Given $$V$$ and $$W$$ as finite-dimensional inner product spaces and an injective linear map $$T: V \to W$$, how can we show that $$P_{Range T} = T(T^\ast T)^{-1}T^* \in \mathcal{L}(W)$$ where $$P_{Range T}$$ is the orthogonal projection onto $$Range T$$ and $$T^\ast$$ is the adjoint of $$T$$? Supposedly this result can be used to derive a useful matrix formula for orthogonal projection, but I'm not sure how to figure out how we can show the equality above. Does $$(T^\ast T)^{-1}$$ even make sense? How do we show that? And what is the intuition of the above formulation?

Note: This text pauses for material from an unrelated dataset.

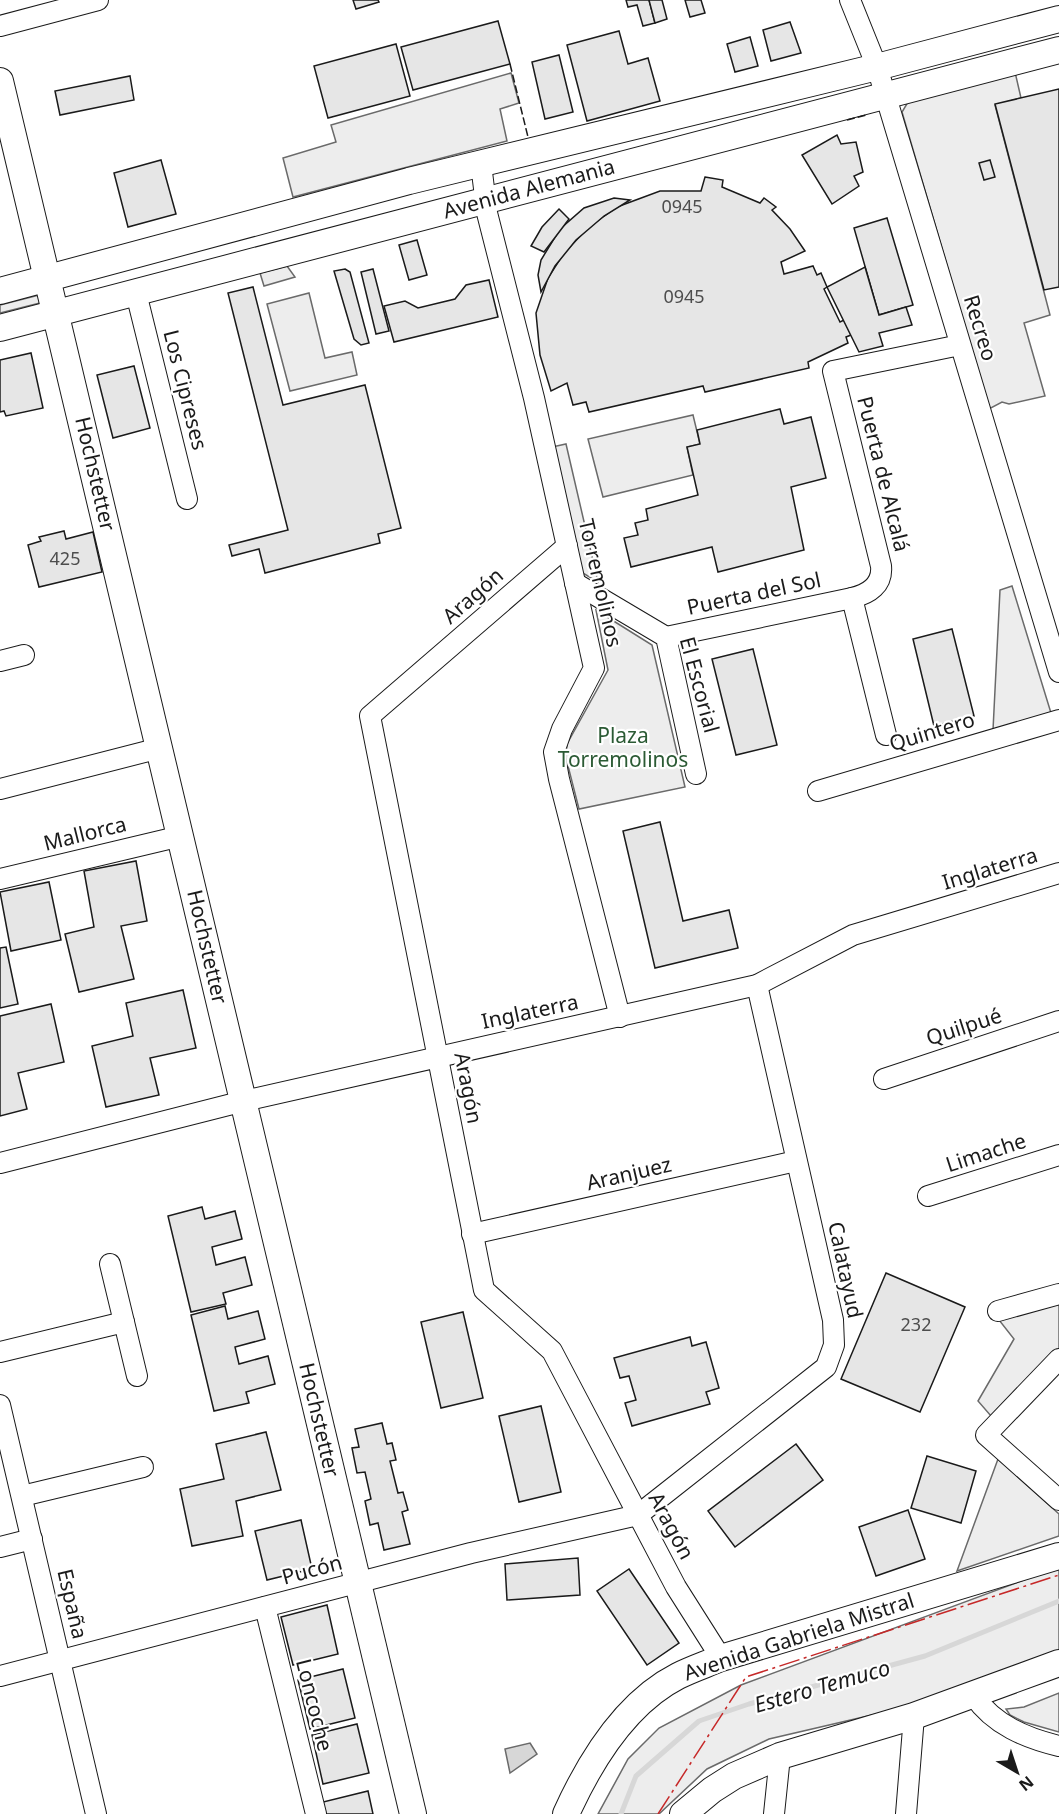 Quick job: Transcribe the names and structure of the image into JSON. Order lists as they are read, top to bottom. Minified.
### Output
{"streets":{"main road":["Avenida Alemania","Hochstetter","Avenida Gabriela Mistral"],"street":["Recreo","Los Cipreses","Puerta de Alcalá","Torremolinos","Puerta del Sol","Aragón","El Escorial","Quintero","Mallorca","Inglaterra","Quilpué","Limache","Aranjuez","Calatayud","Pucón","España","Loncoche"]},"crossings":[["Avenida Alemania","Recreo"],["Avenida Alemania","Los Cipreses"],["Avenida Alemania","Hochstetter"],["Avenida Alemania","Torremolinos"],["Recreo","Puerta de Alcalá"],["Hochstetter","Mallorca"],["Hochstetter","Inglaterra"],["Hochstetter","Pucón"],["Puerta de Alcalá","Puerta del Sol"],["Torremolinos","Aragón"],["Torremolinos","El Escorial"],["Torremolinos","Inglaterra"],["Puerta del Sol","El Escorial"],["Aragón","Inglaterra"],["Aragón","Aranjuez"],["Aragón","Calatayud"],["Aragón","Pucón"],["Aragón","Avenida Gabriela Mistral"],["Inglaterra","Calatayud"],["Aranjuez","Calatayud"],["Calatayud","Pucón"],["Pucón","España"],["Pucón","Loncoche"]],"water":["Estero Temuco"],"parks":["Plaza Torremolinos"],"house_numbers":["0945","0945","425","232"],"north":"bottom right"} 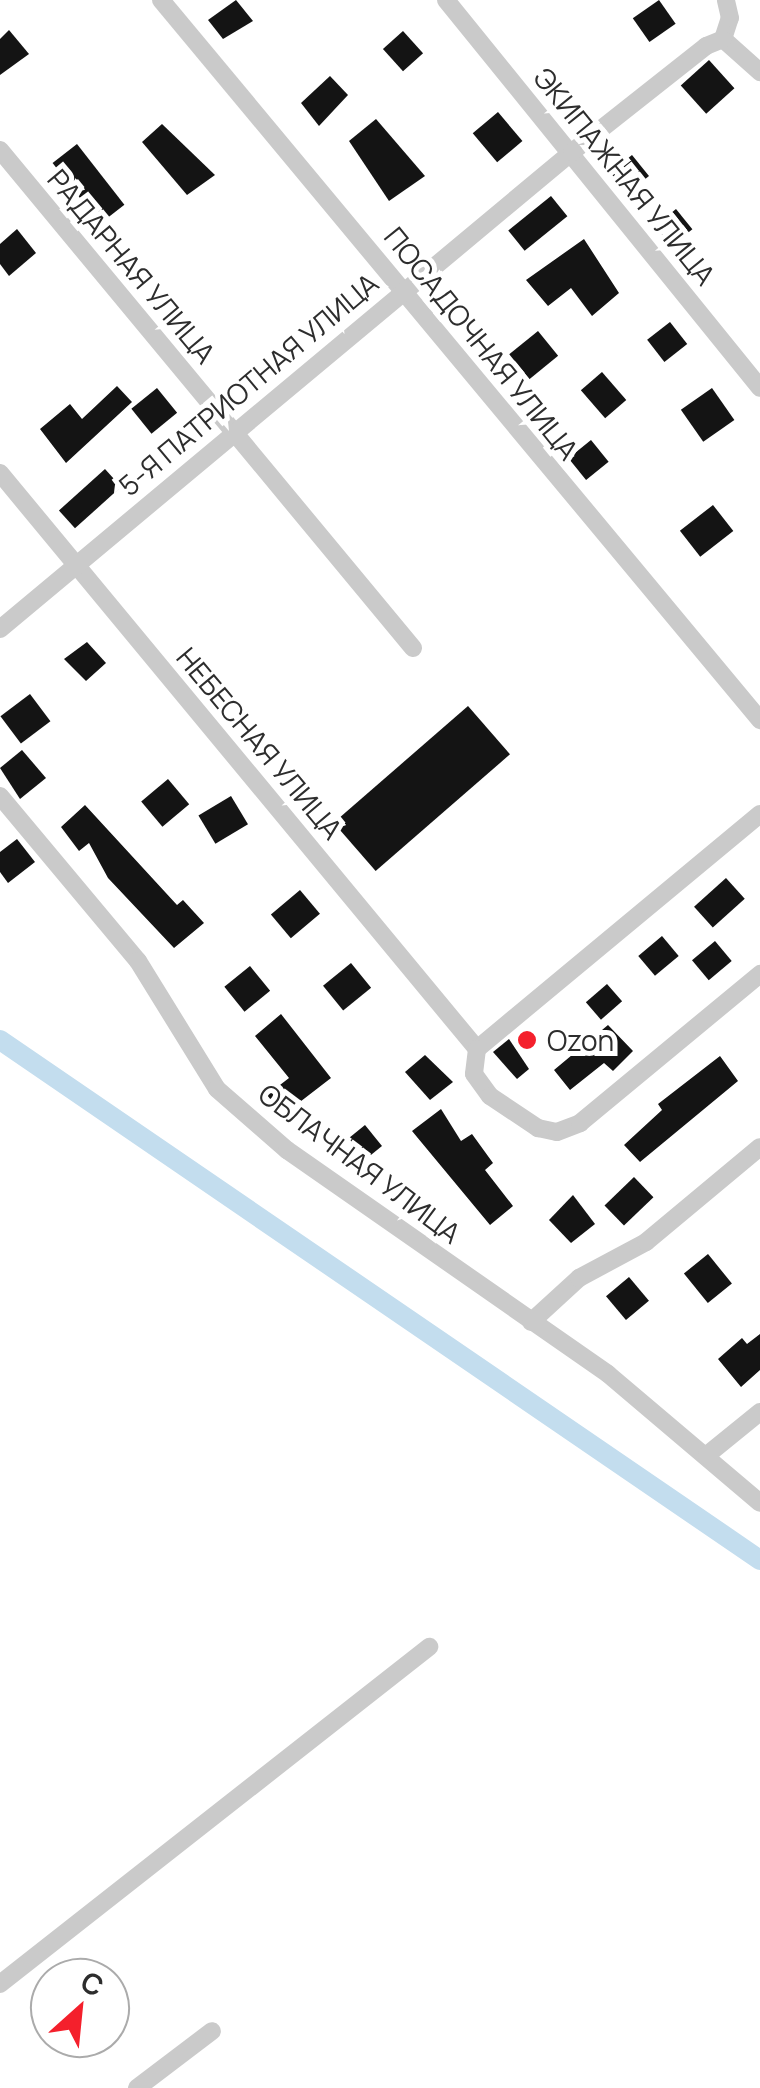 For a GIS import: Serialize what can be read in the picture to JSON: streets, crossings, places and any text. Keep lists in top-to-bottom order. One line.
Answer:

Among my ideas are trying to show that the right hand side is in the range of $$T$$ (which it seems to be) and trying to utilize the fact that $$P_{Range T}^2 = P_{Range T}$$. But I'm not sure how to proceed from there.

First, note that if $$T^{*}Tv = 0$$ then

$$0 = \left< T^{*}Tv, v \right> = \left < Tv, Tv \right> = \| Tv \|^2 = 0$$

so $$Tv = 0$$. Since $$T$$ is injective, it implies that $$v = 0$$. Hence, $$T^{*}T \colon V \rightarrow V$$ is invertible. Now,

$$P^2 = T(T^{*}T)^{-1}T^{*} T(T^{*}T)^{-1} T^{*} = T(T^{*}T)^{-1}T^{*} = P$$

and

$$P^{*} = \left( T(T^{*}T)^{-1}T^{*} \right)^{*} = \left( T^{*} \right)^{*} \left( (T^{*}T)^{-1} \right)^{*} T^{*} = \\T \left( (T^{*}T)^{*} \right)^{-1} T^{*} = T \left( T^{*} \left (T^{*} \right)^{*} \right)^{-1} T^{*} = T(T^{*}T)^{-1}T^{*} = P$$

so $$P$$ is self-adjoint. Hence, $$P$$ is an orthogonal projection onto $$\operatorname{Range}(P)$$. Finally, since $$T$$ is injective, we have that $$T^{*}$$ is surjective and since $$(T^{*}T)$$ is an isomorphism we have

$$\operatorname{Range}(P) = \operatorname{Range}(T).$$

Let's see how you can arrive the formula intuitively. Since $$P$$ is an orthogonal projection on $$\operatorname{Range}(T)$$, it should vanish on $$\operatorname{Range}(T)^{\perp} = \ker(T^{*})$$ so it makes sense to look for $$P$$ of the form $$P = AT^{*}$$. You also want that the range of $$P$$ will be the range of $$T$$ so that it makes sense to look for $$P$$ of the form $$P = TAT^{*}$$ with $$A \colon V \rightarrow V$$ being an isomorphism. In order for $$P$$ to be a projection, we should have

$$P^2 = T(AT^{*}T)AT^{*} = TAT^{*} = P$$

which will hold if $$AT^{*}T = \operatorname{id}|_{V}$$ or $$A = (T^{*}T)^{-1}$$.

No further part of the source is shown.